Exercise details = With pictures excluded, output exactly the lines that run from the first line of the data below through the line containing "0 #b6bbc0) drop-shadow(-1px".
### Dataset ###
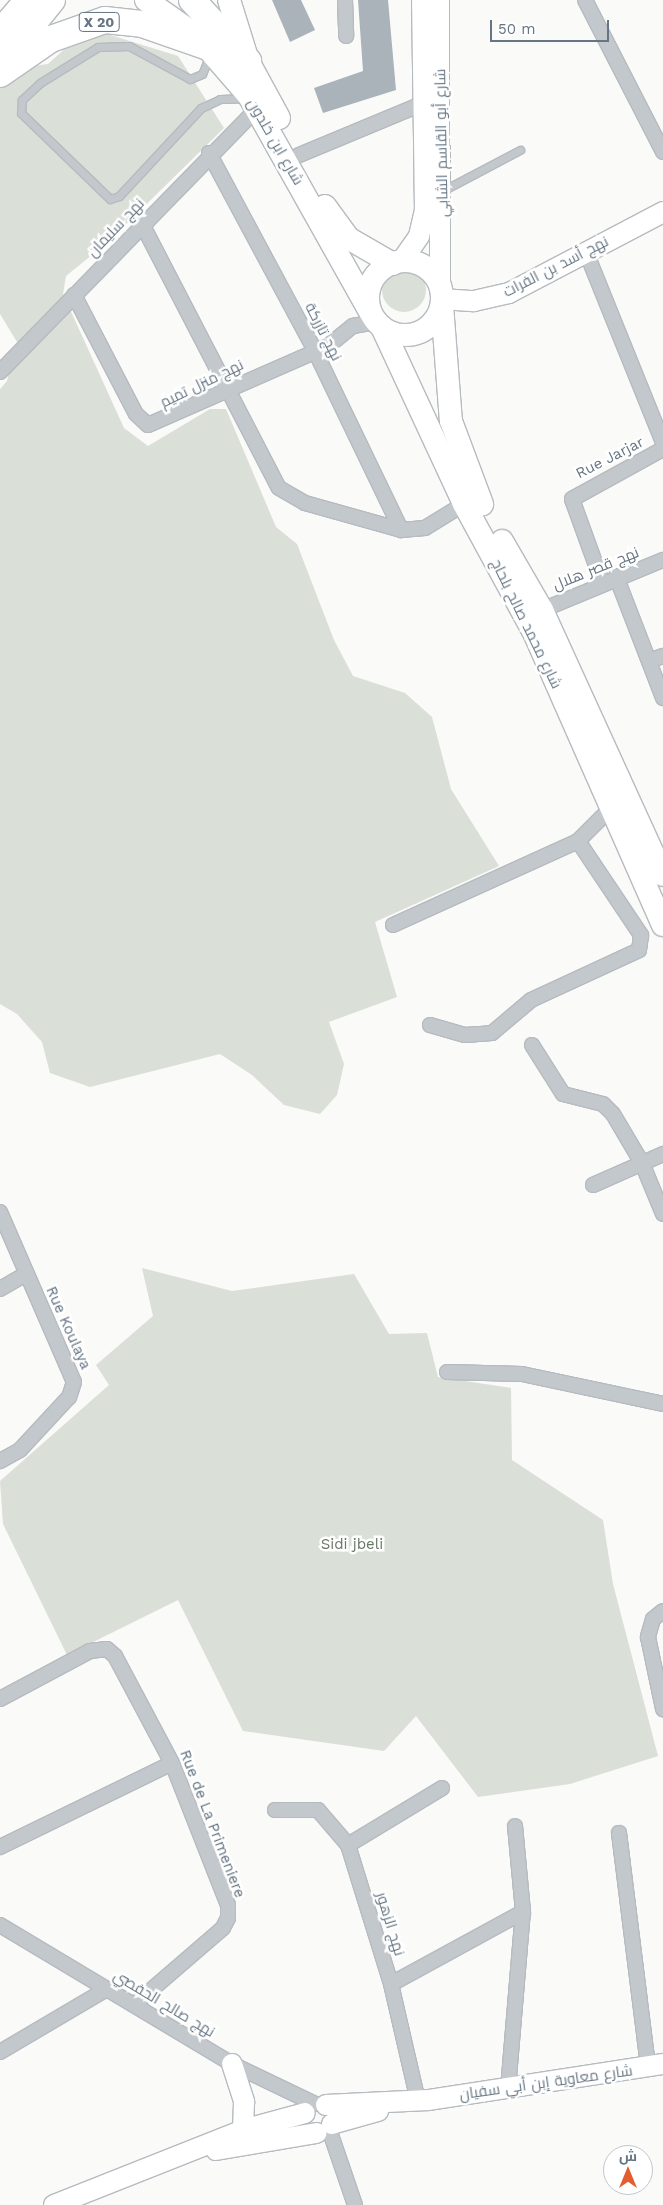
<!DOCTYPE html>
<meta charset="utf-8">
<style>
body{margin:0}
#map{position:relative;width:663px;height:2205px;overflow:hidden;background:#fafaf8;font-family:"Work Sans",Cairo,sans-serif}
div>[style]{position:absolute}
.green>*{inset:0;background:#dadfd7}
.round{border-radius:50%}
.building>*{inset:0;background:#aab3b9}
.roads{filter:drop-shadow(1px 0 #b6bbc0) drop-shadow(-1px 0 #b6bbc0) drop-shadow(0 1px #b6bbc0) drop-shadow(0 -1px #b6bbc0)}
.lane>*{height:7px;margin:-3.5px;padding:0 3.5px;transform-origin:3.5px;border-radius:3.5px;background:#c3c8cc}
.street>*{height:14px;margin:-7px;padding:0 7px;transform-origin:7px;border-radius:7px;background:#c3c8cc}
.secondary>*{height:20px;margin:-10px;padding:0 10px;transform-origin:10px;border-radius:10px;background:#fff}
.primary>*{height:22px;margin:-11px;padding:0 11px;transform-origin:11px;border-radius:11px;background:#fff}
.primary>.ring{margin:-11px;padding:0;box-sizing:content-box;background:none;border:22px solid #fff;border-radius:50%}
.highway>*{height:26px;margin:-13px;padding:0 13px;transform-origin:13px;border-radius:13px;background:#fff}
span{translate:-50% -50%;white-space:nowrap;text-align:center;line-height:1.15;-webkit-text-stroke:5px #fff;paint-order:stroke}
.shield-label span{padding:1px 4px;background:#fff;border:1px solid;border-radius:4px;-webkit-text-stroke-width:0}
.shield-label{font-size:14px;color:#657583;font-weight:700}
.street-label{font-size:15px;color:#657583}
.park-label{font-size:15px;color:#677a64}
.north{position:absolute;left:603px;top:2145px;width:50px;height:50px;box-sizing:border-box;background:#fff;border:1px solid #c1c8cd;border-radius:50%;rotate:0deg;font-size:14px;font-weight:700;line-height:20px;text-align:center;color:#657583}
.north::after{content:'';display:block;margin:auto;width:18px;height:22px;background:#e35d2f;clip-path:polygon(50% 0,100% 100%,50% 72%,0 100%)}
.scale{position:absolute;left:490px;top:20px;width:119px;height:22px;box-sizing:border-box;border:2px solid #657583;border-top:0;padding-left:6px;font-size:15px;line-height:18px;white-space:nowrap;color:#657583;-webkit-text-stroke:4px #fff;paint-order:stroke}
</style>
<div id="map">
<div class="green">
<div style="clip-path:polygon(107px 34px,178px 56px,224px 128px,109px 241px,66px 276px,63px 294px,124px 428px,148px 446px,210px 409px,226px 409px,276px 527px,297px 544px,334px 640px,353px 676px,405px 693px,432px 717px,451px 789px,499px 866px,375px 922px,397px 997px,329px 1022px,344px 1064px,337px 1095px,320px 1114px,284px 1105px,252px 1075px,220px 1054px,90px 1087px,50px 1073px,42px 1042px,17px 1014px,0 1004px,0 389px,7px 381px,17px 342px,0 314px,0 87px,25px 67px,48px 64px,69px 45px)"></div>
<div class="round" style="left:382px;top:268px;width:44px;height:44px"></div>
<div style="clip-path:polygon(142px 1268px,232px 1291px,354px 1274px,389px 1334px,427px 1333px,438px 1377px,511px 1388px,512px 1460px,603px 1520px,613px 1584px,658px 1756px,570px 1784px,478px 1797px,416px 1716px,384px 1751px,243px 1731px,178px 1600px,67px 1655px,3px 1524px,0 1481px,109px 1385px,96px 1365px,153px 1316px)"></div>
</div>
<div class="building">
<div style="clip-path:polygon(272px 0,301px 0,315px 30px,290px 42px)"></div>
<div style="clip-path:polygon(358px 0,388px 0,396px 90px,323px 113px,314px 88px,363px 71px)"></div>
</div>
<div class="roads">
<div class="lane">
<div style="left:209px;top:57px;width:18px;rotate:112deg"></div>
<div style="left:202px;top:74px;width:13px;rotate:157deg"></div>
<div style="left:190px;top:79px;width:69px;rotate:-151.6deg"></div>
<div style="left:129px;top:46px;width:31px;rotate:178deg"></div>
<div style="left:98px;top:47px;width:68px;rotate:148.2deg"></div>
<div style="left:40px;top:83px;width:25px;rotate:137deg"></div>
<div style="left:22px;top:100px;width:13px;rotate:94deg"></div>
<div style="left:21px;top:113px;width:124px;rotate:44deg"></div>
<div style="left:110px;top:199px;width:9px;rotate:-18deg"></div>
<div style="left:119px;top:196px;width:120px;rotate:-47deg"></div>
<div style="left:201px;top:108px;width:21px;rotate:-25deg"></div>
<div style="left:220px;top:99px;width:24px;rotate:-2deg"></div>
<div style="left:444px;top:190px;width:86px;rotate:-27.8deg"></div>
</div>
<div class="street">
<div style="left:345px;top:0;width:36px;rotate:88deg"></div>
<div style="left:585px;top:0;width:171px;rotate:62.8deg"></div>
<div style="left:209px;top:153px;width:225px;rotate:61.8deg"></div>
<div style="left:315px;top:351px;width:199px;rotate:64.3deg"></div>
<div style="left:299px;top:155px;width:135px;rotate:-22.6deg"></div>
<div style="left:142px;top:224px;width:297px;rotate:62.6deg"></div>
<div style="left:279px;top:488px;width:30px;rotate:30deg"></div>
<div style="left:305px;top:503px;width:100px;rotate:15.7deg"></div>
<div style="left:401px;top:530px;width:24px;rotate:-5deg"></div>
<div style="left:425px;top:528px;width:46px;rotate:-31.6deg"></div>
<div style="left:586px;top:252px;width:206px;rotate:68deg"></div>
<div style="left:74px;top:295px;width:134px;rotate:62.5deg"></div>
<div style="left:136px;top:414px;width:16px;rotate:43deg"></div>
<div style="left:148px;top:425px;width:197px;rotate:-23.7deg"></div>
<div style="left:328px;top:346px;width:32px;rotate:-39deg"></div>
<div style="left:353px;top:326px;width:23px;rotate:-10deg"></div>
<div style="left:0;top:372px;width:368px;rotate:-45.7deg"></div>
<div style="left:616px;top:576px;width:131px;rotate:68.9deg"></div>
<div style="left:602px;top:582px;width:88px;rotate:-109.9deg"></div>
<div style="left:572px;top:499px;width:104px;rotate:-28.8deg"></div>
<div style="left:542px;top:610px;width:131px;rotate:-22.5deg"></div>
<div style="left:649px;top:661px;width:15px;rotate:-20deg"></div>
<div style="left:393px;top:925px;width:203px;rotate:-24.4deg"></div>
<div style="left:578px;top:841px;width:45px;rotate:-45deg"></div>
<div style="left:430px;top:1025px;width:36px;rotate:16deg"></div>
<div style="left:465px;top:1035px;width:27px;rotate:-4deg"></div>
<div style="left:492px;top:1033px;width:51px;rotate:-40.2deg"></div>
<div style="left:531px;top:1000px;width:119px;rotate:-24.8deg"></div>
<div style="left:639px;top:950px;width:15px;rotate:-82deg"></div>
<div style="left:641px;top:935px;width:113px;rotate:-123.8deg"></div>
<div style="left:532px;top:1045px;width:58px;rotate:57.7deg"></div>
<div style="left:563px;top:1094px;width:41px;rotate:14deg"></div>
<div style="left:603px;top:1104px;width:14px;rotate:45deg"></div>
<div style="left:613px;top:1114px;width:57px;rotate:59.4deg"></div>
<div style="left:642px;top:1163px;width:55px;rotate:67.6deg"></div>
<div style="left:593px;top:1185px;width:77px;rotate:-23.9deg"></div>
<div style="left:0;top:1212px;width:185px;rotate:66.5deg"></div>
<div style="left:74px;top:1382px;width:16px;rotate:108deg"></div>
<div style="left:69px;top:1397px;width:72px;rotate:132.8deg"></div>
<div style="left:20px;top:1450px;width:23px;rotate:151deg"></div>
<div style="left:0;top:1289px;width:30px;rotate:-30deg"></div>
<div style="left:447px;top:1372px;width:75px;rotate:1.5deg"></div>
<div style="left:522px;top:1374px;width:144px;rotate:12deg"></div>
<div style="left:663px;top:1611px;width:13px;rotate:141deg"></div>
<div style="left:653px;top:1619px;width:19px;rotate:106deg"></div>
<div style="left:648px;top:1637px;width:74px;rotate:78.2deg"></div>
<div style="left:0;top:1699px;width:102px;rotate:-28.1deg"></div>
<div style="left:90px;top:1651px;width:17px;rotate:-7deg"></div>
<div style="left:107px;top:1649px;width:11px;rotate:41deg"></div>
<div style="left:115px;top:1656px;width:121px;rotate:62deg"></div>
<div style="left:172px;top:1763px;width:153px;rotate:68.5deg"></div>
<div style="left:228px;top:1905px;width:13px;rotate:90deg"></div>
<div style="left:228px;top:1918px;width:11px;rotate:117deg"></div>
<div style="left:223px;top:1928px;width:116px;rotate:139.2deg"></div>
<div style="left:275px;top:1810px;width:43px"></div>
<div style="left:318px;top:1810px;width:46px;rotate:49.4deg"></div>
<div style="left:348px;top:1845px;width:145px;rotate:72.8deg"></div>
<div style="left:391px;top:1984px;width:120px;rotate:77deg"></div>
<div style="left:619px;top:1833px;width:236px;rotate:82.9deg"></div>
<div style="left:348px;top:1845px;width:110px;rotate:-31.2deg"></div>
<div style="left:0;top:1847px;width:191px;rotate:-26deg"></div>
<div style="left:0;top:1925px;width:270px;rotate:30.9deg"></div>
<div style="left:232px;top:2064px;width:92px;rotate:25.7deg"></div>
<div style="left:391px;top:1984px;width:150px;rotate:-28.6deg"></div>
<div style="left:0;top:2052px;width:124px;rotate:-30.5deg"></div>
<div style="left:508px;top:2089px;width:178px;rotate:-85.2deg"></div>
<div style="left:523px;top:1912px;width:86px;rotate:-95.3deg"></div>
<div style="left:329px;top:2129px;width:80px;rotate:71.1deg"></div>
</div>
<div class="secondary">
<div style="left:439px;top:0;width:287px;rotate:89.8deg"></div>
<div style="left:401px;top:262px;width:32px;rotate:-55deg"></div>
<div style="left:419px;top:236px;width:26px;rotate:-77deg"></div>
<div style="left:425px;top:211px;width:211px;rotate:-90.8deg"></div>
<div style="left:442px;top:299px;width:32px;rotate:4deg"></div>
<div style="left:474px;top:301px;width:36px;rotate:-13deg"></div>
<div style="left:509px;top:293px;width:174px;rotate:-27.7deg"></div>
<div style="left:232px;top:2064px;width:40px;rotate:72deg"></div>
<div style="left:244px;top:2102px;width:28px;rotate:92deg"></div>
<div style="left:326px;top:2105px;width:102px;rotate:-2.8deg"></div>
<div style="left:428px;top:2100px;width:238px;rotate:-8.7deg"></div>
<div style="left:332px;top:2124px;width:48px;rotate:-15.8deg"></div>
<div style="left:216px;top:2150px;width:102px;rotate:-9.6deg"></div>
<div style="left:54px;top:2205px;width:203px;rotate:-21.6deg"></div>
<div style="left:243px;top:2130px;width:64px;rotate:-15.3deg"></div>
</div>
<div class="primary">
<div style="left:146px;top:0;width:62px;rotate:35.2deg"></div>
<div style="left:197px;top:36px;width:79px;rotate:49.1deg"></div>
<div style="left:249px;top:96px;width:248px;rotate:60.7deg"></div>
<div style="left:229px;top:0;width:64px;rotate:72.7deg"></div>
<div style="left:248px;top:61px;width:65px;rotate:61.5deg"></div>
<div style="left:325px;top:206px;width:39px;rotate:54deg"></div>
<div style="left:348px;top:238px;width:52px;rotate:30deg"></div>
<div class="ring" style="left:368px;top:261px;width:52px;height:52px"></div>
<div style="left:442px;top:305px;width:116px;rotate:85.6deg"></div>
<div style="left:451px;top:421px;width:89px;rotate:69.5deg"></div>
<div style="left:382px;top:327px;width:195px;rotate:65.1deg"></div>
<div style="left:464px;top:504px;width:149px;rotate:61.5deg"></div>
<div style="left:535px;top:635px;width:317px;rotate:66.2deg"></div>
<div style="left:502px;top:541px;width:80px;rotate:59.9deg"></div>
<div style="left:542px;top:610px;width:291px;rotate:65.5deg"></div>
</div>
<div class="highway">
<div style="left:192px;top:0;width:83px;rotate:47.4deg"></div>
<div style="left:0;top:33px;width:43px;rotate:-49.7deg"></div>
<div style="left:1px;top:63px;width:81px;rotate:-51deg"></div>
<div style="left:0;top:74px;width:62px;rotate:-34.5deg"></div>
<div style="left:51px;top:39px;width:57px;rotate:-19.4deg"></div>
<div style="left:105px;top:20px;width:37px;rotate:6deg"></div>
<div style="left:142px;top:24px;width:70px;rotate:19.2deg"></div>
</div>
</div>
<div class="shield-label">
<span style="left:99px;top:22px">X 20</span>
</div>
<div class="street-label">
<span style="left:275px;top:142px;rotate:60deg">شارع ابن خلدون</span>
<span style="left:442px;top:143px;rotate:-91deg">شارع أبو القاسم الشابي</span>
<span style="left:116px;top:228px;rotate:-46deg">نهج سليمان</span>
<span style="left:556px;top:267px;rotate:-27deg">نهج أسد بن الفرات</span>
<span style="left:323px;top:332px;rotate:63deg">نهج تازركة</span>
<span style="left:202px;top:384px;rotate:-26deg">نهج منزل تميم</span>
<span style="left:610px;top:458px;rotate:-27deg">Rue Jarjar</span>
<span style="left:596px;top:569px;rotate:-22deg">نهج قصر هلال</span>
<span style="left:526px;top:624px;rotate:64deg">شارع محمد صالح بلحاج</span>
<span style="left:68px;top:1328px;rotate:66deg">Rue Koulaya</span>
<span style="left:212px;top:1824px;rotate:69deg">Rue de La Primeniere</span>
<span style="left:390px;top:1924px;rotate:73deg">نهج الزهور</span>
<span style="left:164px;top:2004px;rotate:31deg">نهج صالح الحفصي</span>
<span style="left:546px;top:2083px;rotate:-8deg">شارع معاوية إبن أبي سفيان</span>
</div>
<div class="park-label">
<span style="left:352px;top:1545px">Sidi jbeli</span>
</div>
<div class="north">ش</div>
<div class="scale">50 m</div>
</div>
###
Response to the exercise =
<!DOCTYPE html>
<meta charset="utf-8">
<style>
body{margin:0}
#map{position:relative;width:663px;height:2205px;overflow:hidden;background:#fafaf8;font-family:"Work Sans",Cairo,sans-serif}
div>[style]{position:absolute}
.green>*{inset:0;background:#dadfd7}
.round{border-radius:50%}
.building>*{inset:0;background:#aab3b9}
.roads{filter:drop-shadow(1px 0 #b6bbc0) drop-shadow(-1px 0 #b6bbc0) drop-shadow(0 1px #b6bbc0) drop-shadow(0 -1px #b6bbc0)}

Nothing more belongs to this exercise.